Installations Prérequises
pip install setuptools wheel
pip install pdfplumber
pip install spacy[cuda12x]
pip install tqdm
pip install opencv-python
pip install pytesseract
pip install pdf2image
pip install pillow==10.0.1
pip install pandas
pip install scikit-learn
pip install matplotlib
pip install tensorflow==2.17.0
pip install tf-keras==2.17.0
pip install tensorflow_hub
pip install tensorrt
pip install langchain-community
pip install ocrmypdf
Téléchargement modèles
SPACY
python -m spacy download fr_core_news_lg
Update et installations requises
apt-get update
apt-get upgrade
apt install software-properties-common -y
apt-get install poppler-utils -y
add-apt-repository ppa:alex-p/tesseract-ocr5
apt-get install libc6 -y
apt-get install poppler-utils -y
apt-get install tesseract-ocr -y
apt-get install tesseract-ocr-fra -y
apt-get install tesseract-ocr-eng -y
apt-get install tesseract-ocr-ita -y
apt-get install tesseract-ocr-spa -y
apt-get install tesseract-ocr-deu -y
apt-get install tesseract-ocr-cos -y
apt-get install tesseract-ocr-lat -y
apt-get install automake libtool -y
apt-get install libleptonica-dev -y
apt-get install ffmpeg libsm6 libxext6 -y
apt-get install ocrmypdf -y
GPU issue
Si problème : Successful NUMA node read from SysFS had negative value (-1)

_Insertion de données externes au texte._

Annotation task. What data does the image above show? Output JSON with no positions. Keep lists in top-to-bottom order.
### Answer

for a in /sys/bus/pci/devices/*; do echo 0 | tee -a $a/numa_node; done
Exemples d'utilisation
Classification
Code
import logging
import sys
from lxf.services.measure_time import measure_time_async
from lxf.services.try_safe import try_safe_execute_asyncio
from lxf.ai.classification.classifier import get_classification
from lxf.domain.predictions import Predictions
import lxf.settings as settings
from lxf.settings import SET_LOGGING_LEVEL
SET_LOGGING_LEVEL=logging.DEBUG
###################################################################
logger = logging.getLogger('test classifier')
fh = logging.FileHandler('./logs/test_classifier.log')

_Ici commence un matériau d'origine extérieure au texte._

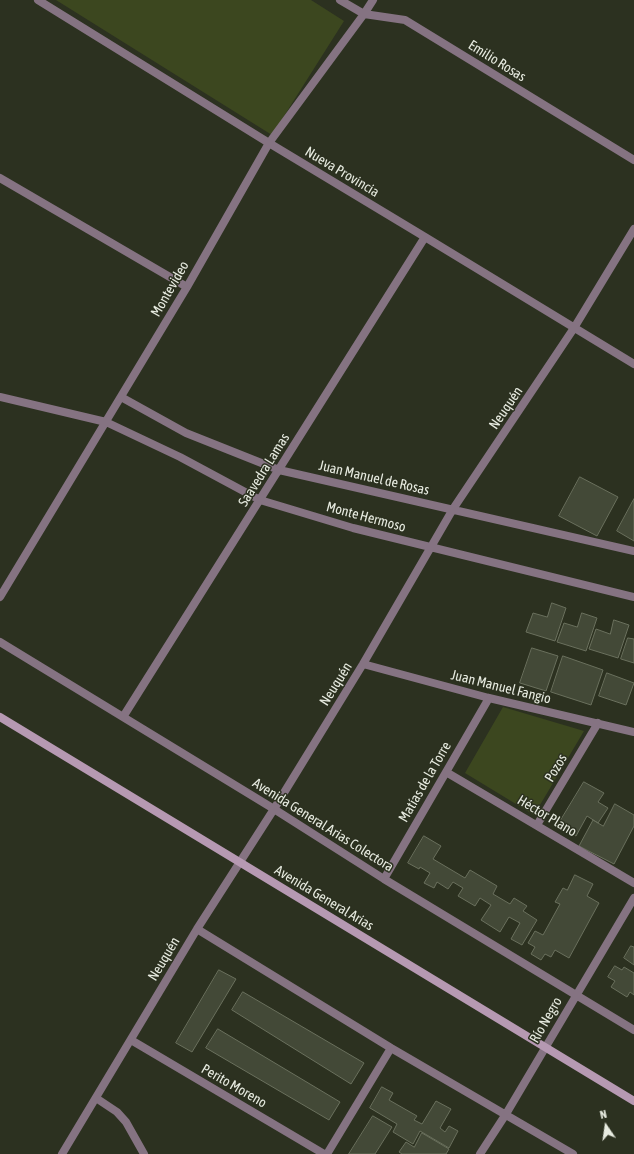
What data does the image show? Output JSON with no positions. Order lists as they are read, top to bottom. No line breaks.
{"streets":{"main road":["Avenida General Arias"],"street":["Emilio Rosas","Nueva Provincia","Montevideo","Neuquén","Saavedra Lamas","Juan Manuel de Rosas","Monte Hermoso","Juan Manuel Fangio","Pozos","Matías de la Torre","Héctor Plano","Avenida General Arias Colectora","Río Negro","Perito Moreno"]},"crossings":[["Emilio Rosas","Montevideo"],["Nueva Provincia","Montevideo"],["Nueva Provincia","Neuquén"],["Nueva Provincia","Saavedra Lamas"],["Montevideo","Juan Manuel de Rosas"],["Montevideo","Monte Hermoso"],["Neuquén","Juan Manuel de Rosas"],["Neuquén","Monte Hermoso"],["Neuquén","Juan Manuel Fangio"],["Neuquén","Avenida General Arias Colectora"],["Neuquén","Avenida General Arias"],["Neuquén","Perito Moreno"],["Saavedra Lamas","Juan Manuel de Rosas"],["Saavedra Lamas","Monte Hermoso"],["Saavedra Lamas","Avenida General Arias Colectora"],["Juan Manuel Fangio","Pozos"],["Juan Manuel Fangio","Matías de la Torre"],["Pozos","Héctor Plano"],["Matías de la Torre","Héctor Plano"],["Matías de la Torre","Avenida General Arias Colectora"],["Avenida General Arias Colectora","Río Negro"],["Avenida General Arias","Río Negro"]],"north":"top"}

fh.setLevel(settings.SET_LOGGING_LEVEL)
formatter = logging.Formatter('%(asctime)s - %(name)s - %(levelname)s - %(message)s')
fh.setFormatter(formatter)
logger.setLevel(settings.SET_LOGGING_LEVEL)
logger.addHandler(fh)
#################################################################
@measure_time_async
async def do_test(file_name) -> Predictions :
"""
"""
return await get_classification(file_name=file_name,max_pages=10)
if __name__ == "__main__":
sys.stdout.reconfigure(line_buffering=True)
pdf_path = "data/ODP.pdf"
iban_pdf="data/RIBB.pdf"
result = try_safe_execute_asyncio(logger=logger,func=do_test,file_name=iban_pdf) #asyncio.run(do_test(iban_pdf))
print(result)
result = try_safe_execute_asyncio(logger=logger,func=do_test,file_name=pdf_path) #asyncio.run(do_test(pdf_path))
print(result)
Sortie
Chargement du modèle SPACY : fr_core_news_lg
2024-12-13 16:39:54.618256: E external/local_xla/xla/stream_executor/cuda/cuda_fft.cc:485] Unable to register cuFFT factory: Attempting to register factory for plugin cuFFT when one has already been registered
2024-12-13 16:39:54.629053: E external/local_xla/xla/stream_executor/cuda/cuda_dnn.cc:8454] Unable to register cuDNN factory: Attempting to register factory for plugin cuDNN when one has already been registered
2024-12-13 16:39:54.632373: E external/local_xla/xla/stream_executor/cuda/cuda_blas.cc:1452] Unable to register cuBLAS factory: Attempting to register factory for plugin cuBLAS when one has already been registered
2024-12-13 16:39:54.641558: I tensorflow/core/platform/cpu_feature_guard.cc:210] This TensorFlow binary is optimized to use available CPU instructions in performance-critical operations.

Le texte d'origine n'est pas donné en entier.